小泉元首相は「参議院も廃止、衆議院も廃止。新たな議会を開設し、首相は公選」と述べた。出席した中川秀直元幹事長らも「マニフェストに盛り込めばいい」と明言している。
もしマニフェストに「一院制」を盛り込んだ場合、総選挙に向け支持率の低迷に苦しむ自民党にとっては、有権者をひきつける材料になる可能性もある。国会議員の数を大幅に減らせるうえ、有権者が直接首相を選ぶことができれば、選挙を経ずに首相の座をたらい回しすることもなくなる。
一方、一院制にした場合、チェック機能が働かないなどデメリットも指摘される。
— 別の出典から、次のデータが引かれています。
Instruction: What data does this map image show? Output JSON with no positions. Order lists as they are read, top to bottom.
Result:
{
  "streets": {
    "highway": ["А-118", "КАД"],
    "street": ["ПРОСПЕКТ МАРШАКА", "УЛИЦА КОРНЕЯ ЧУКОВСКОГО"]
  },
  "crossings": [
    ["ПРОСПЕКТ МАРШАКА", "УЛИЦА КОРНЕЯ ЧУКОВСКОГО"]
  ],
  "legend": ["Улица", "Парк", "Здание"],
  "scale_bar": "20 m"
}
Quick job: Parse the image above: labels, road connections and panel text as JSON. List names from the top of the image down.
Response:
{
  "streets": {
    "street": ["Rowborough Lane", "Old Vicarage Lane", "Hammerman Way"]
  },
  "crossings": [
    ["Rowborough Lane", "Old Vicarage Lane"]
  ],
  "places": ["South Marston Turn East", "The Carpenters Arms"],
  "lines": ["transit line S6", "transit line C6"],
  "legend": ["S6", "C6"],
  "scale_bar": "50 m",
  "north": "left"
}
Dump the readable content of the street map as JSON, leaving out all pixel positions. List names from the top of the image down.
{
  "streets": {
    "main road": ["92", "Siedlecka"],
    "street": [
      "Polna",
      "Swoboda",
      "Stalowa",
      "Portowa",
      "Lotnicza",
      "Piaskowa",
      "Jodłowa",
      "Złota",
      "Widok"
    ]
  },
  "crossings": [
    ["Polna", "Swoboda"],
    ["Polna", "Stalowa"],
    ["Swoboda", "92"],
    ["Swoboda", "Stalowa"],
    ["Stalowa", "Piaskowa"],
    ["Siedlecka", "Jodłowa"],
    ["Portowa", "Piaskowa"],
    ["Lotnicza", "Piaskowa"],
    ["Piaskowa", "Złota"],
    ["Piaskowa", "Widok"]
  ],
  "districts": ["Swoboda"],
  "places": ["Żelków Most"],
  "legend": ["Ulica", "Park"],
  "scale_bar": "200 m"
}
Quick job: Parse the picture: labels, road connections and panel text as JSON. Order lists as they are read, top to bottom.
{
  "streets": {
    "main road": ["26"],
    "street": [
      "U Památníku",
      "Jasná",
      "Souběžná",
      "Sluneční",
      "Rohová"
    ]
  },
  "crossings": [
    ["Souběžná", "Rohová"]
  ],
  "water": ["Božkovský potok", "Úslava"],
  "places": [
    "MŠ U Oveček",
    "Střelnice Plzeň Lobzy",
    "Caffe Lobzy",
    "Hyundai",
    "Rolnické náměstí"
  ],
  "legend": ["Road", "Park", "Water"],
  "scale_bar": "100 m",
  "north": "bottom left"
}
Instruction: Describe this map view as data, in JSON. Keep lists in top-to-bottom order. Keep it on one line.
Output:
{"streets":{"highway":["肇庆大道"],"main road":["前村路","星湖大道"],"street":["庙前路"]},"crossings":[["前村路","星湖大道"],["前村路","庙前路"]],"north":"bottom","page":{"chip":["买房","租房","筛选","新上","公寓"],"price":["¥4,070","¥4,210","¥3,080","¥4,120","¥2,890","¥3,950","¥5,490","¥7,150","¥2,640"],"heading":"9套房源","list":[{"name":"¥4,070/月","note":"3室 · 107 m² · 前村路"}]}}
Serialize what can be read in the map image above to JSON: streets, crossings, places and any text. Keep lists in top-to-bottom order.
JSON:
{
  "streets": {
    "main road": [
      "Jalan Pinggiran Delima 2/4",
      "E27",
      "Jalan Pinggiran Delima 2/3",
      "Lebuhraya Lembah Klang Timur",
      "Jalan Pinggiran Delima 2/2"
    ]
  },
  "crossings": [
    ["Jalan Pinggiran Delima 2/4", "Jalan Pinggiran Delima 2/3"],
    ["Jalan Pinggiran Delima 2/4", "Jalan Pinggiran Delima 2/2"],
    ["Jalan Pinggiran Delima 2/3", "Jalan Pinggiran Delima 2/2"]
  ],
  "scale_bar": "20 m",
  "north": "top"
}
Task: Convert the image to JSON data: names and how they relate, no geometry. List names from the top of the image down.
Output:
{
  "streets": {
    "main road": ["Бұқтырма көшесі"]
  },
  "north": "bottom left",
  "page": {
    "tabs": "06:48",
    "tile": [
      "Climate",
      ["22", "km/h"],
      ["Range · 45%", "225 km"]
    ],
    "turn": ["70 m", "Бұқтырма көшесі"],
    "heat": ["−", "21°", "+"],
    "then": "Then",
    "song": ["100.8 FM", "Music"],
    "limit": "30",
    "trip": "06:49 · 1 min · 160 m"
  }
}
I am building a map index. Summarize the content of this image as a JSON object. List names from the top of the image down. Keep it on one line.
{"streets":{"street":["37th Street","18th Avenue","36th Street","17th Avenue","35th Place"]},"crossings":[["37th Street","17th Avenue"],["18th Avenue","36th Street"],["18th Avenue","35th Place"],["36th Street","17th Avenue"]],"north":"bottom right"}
実現には、国の仕組み自体を大きく変える必要が出てくる。何より首を切られる側の国会議員が、どこまで真剣に実現を目指すかがポイントである。総選挙目当てに打ち上げたのなら、すぐに底が見えてしまうだろう。当の小泉元首相は次期総選挙には出馬せず、息子を後継に指名している、いわば気楽なご隠居生活。国会議員の数が減ろうが、首が飛ぼうがどうということはないのだ。一院制、首相公選は小泉元首相の持論だというが、現職首相の時に言い出してほしかった。
面白い提言ではあるが、国民も含めての十分な議論が必要だ。政治の閉塞感を打ち破る良い機会にはなるかもしれない。ただ、プレイヤーの顔ぶれが変わらないということならば、数を減らしても無意味だと思うのは私だけだろうか。